Multi-scale structure optimization of boron-doped hard carbon nanospheres boosting the plateau capacity for high performance sodium ion batteries

Abstract

The optimization of carbon-based multi-scale structures including morphology, crystallinity and doping functionality has been demonstrated effective in enhancing the anodic properties for sodium ion batteries. A one-step regulation strategy of these multi-scale structures is still highly desirable. Herein, we report a simple boron doping strategy to achieve simultaneous optimization of carbon-based multi-scale structures including spherical morphology, crystalline parameters and boron doping environment to enable enhanced Na⁺ storage properties and high-performance full-cell sodium ion batteries. The carbon synthesis is achieved by a hydrogen bond guided co-assembly process followed by high-temperature carbonization with boric acid and glucose as boron and carbon sources, respectively, which endows the obtained boron-doped hard carbon nanospheres with a polydisperse nanosphere morphology, specific boron species (BC₃ and B–C–O) and enlarged interlayer distance.
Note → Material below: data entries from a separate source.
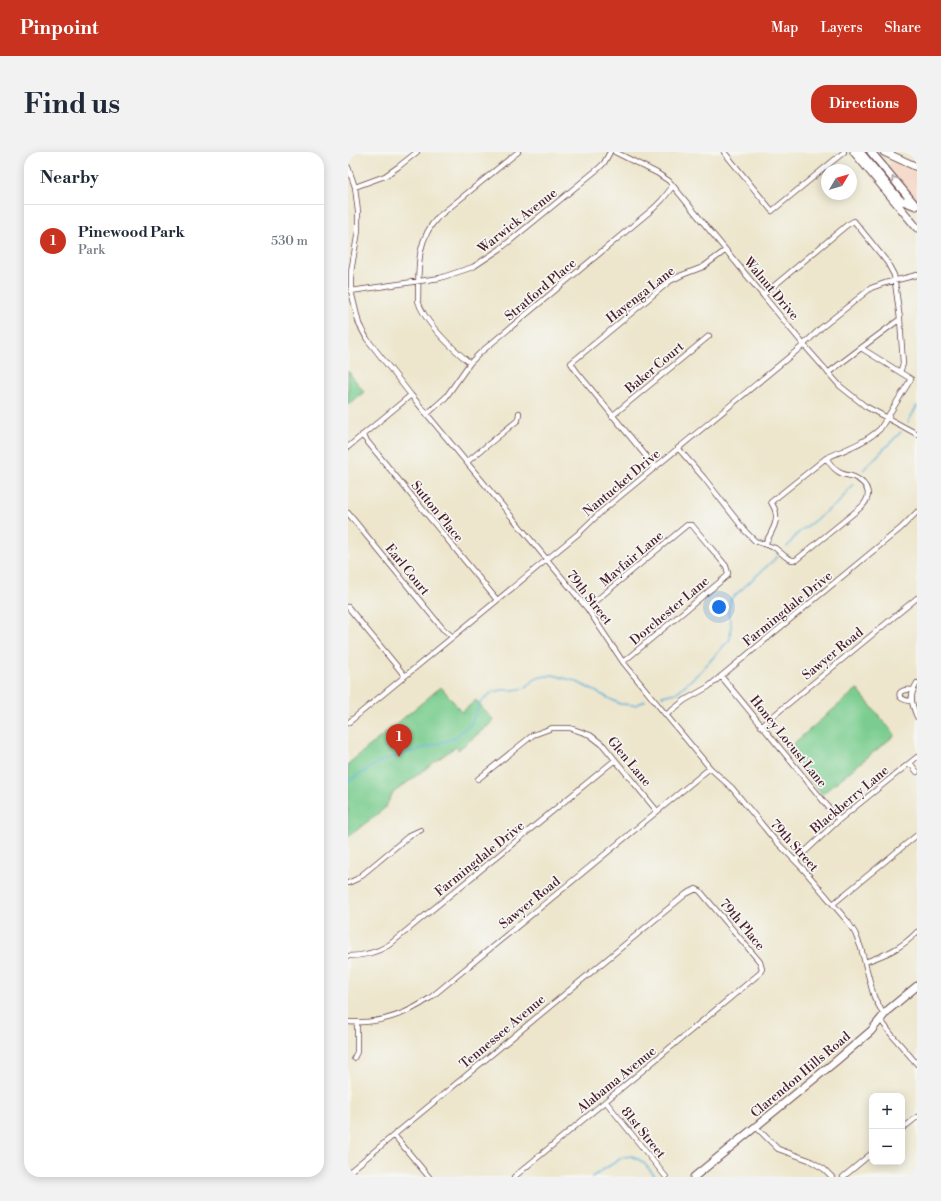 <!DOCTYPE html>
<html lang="en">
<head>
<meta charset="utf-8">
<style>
  body { margin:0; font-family:"Libre Bodoni",serif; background:#f2f2f3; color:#1f2937 }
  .controls { position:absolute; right:12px; bottom:12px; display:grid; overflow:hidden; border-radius:8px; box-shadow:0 2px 10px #0003 }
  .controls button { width:36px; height:36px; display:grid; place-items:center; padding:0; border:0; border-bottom:1px solid #e0e1e3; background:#fff; color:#1f2937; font:20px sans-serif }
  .compass { position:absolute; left:473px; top:12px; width:36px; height:36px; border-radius:50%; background:#fff; box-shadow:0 2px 10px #0003; rotate:52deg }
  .you { position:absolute; left:371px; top:455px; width:14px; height:14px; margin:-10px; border:3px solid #fff; border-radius:50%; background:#1a73e8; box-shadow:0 0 0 6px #1a73e833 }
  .badge { display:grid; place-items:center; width:26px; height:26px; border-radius:50%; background:#c8321e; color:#fff; font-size:13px; font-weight:700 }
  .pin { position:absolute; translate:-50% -33px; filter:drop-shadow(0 1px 2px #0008) }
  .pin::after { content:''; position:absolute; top:21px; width:14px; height:12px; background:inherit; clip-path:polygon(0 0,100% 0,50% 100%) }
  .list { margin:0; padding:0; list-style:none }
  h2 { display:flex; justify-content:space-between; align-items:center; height:52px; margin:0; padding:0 16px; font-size:17px }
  h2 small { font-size:13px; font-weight:400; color:#747a83 }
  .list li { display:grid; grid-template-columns:26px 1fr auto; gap:12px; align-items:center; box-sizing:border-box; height:72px; padding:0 16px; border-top:1px solid #e0e1e3 }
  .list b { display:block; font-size:15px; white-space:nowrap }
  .list p { margin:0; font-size:13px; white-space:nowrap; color:#747a83 }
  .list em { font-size:13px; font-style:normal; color:#747a83 }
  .map { position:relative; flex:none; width:569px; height:1025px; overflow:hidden; border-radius:16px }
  header { display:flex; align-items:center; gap:24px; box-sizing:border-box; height:56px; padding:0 20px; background:#c8321e; color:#fff }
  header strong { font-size:19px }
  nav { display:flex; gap:22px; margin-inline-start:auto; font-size:14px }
  .intro { display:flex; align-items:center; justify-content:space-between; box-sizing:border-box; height:96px; padding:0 24px }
  h1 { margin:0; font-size:28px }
  .button { padding:10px 18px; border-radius:16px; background:#c8321e; color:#fff; font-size:14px; font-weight:700 }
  main { display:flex; gap:24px; padding:0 24px }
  aside { flex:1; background:#fff; border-radius:16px; box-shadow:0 2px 10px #0003 }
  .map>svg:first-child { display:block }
  .built { fill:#f5d3c1 }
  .green { fill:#7acd8f; stroke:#62765d }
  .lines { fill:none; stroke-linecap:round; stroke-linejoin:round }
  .stream { stroke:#5fb0da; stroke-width:1.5 }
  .street-casing { stroke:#623d43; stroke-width:6 }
  .secondary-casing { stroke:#623d43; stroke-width:9 }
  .street { stroke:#fff; stroke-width:4.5 }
  .secondary { stroke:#fff; stroke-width:7 }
  .oneway { stroke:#ae9aa0 }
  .labels { text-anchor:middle; stroke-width:3.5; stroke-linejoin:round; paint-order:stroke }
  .street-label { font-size:13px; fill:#4a1f2b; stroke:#f6f6f2 }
</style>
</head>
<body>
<header>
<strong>Pinpoint</strong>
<nav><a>Map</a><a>Layers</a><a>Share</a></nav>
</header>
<div class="intro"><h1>Find us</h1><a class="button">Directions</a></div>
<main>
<aside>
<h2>Nearby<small></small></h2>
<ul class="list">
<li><span class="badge">1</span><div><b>Pinewood Park</b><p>Park</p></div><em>530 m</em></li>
</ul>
</aside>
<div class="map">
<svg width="569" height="1025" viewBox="0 0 569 1025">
  <rect width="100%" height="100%" fill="#f6f6f2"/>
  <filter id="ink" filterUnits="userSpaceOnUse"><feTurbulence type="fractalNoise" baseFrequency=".025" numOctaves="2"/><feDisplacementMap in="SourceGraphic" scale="8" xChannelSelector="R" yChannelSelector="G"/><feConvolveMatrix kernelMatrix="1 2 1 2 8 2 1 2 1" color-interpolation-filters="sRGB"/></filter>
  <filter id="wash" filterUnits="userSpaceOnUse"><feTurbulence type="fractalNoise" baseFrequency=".012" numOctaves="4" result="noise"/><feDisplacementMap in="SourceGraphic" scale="16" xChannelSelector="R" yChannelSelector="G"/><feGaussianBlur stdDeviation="0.9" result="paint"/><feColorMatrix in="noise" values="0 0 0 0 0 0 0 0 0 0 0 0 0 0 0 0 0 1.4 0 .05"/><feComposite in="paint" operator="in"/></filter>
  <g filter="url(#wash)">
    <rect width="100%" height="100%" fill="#ede6cc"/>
    <path class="built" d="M545,10L569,21V51L539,14Z"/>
    <path class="green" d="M0,219L16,240L0,253Z
      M93,535L114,560L128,548L146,569L110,598L107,595L45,641L37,656L0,685V612Z
      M509,537L547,583L474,642L438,598Z"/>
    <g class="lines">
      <path class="stream" d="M560,270L569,254
        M515,318L553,280
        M439,395L450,381L491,350L505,332
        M314,544L328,541L352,520L382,487L383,473L380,460L383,447L430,404
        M0,629L34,609L89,592L106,586L123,572L132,551L138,545L145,540L154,538H165L177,536L187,527L193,525L205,523L227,529L272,552L288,553L297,549
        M244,1025L275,1005L284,1004L295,1010L308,1025"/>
    </g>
  </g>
  <g filter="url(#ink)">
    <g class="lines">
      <defs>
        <path id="street" d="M267,0L309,21L321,29L456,193L492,234L517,254L569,282
          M376,0L424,59L496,0
          M0,15L7,35L10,60V79L3,120V139L11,172L19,187L63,243L239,456L275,510L318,563L362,616L384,636L425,686L457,719L500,770L507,781L513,796L526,845L536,863
          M7,35L37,24L50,15L69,0
          M3,139L92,126L125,115L152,97L251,16L256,11L262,0
          M415,143L499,73L506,69L539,110L546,123L552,167L555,212L552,220
          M122,211C104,196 77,172 70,149C71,118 67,90 90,65L170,0
          M480,221L513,196
          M79,262L98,245L122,211L133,200L306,56L314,48L325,34
          M264,264L361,184
          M14,283L149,448
          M0,295L63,243
          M330,296L356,326L398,380L407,389L427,396L438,405L444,408H448L512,356C525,345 521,332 506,325C501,323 495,323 491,320C485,317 482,311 478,306C496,298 517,291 532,277L563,227L513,196L552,167
          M119,310L170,268L171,261
          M307,315L229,220L223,211L322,129L334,123L355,115L378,98
          M0,361L95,477L105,485
          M417,392C425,377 434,366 423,350L478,306
          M0,455L57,524
          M239,456L339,373H344L348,378L378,414L380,421L379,424L275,510
          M373,524L491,668
          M569,531C561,544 563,550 569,565
          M563,549C547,548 548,536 564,538
          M318,563L337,548L360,535L553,376L569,360
          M0,571L231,381L254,359L452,196L473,176L523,136L537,131L569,123
          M413,574L569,446
          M562,611L569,620
          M130,627L185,583L204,576H222L242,583L255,593L309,659
          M448,708L491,668L569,605
          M0,731L9,727L62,683L73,678
          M485,752L569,683
          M0,804C16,804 28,801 41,793L267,608
          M517,810C537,803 554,796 569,780
          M532,867L543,882L569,912
          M0,870C29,872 58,863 82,846L362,616
          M6,906L9,900V871
          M258,950L318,1025
          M408,975L430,997L461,1008L476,1017L484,1025
          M554,977L569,965
          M46,983L81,1025
          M0,1021L338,742L348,737L352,739L412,810L414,817L411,822L166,1025
          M495,1025L524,1001"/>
        <path id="secondary" d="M506,0L569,76
          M512,0L552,48L568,54
          M523,0L568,54
          M536,0L569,15
          M346,1025L488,909L523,879L540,858L569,834"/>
      </defs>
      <use href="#street" class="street-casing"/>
      <use href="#secondary" class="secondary-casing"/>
      <use href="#street" class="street"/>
      <use href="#secondary" class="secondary"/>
    </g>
    <defs><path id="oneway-chevron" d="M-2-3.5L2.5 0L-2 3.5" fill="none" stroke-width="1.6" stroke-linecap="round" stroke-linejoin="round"/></defs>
    <use class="oneway" href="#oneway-chevron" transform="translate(546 27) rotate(-129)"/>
  </g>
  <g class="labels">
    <g class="street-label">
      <text transform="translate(169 68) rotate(-38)" y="5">Warwick Avenue</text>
      <text transform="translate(424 136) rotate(50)" y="5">Walnut Drive</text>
      <text transform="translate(192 137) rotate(-40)" y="5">Stratford Place</text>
      <text transform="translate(292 142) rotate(-38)" y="5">Hayenga Lane</text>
      <text transform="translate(306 215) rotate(-40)" y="5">Baker Court</text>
      <text transform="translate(273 330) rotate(-40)" y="5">Nantucket Drive</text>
      <text transform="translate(90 359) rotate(51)" y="5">Sutton Place</text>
      <text transform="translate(283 406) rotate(-40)" y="5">Mayfair Lane</text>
      <text transform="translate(60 417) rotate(51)" y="5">Earl Court</text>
      <text transform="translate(242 445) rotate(52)" y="5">79th Street</text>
      <text transform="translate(439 456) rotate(-39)" y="5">Farmingdale Drive</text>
      <text transform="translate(321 458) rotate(-40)" y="5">Dorchester Lane</text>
      <text transform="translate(484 501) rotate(-39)" y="5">Sawyer Road</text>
      <text transform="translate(441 589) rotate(51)" y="5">Honey Locust Lane</text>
      <text transform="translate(282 609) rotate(50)" y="5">Glen Lane</text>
      <text transform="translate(501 647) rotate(-40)" y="5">Blackberry Lane</text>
      <text transform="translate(447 693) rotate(48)" y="5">79th Street</text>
      <text transform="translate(131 706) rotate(-39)" y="5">Farmingdale Drive</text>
      <text transform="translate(181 750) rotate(-39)" y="5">Sawyer Road</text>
      <text transform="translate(395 772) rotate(50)" y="5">79th Place</text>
      <text transform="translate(154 879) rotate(-40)" y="5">Tennessee Avenue</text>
      <text transform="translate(452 922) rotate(-40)" y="5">Clarendon Hills Road</text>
      <text transform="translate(268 927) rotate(-39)" y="5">Alabama Avenue</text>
      <text transform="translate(296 980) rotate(51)" y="5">81st Street</text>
    </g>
  </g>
</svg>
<div class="controls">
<button>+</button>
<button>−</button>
</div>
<svg class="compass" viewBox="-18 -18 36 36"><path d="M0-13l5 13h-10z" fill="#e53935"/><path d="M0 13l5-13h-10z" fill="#747a83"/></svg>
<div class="you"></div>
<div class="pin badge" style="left:51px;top:605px">1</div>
</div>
</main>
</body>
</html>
These structural merits collectively enable the improved Na⁺ storage capacity and rate capability. In particular, the plateau capacity of the boron doped carbon anode increases by 67% as compared with the non-doped carbon anode; especially, the intercalation capacity increases by nearly 3 times. Density functional theory calculations for the first time reveal the enhanced Na⁺ diffusion and insertion dynamics within the boron doped carbon interlayer, which explains the greatly boosted intercalation capacity. Furthermore, the galvanostatic intermittent titration technique (GITT) and operando measurement collectively demonstrated that the boron doped carbon anode promotes the diffusion dynamics of Na⁺ between microcrystalline interlayers, hence facilitating a diffusion-controlled Na⁺ insertion process. The constructed full-cell exhibits a high energy density of 244.6 W h kg⁻¹ and an excellent cycling stability, implying the application potential of the boron doped hard carbon spheres in sodium ion batteries.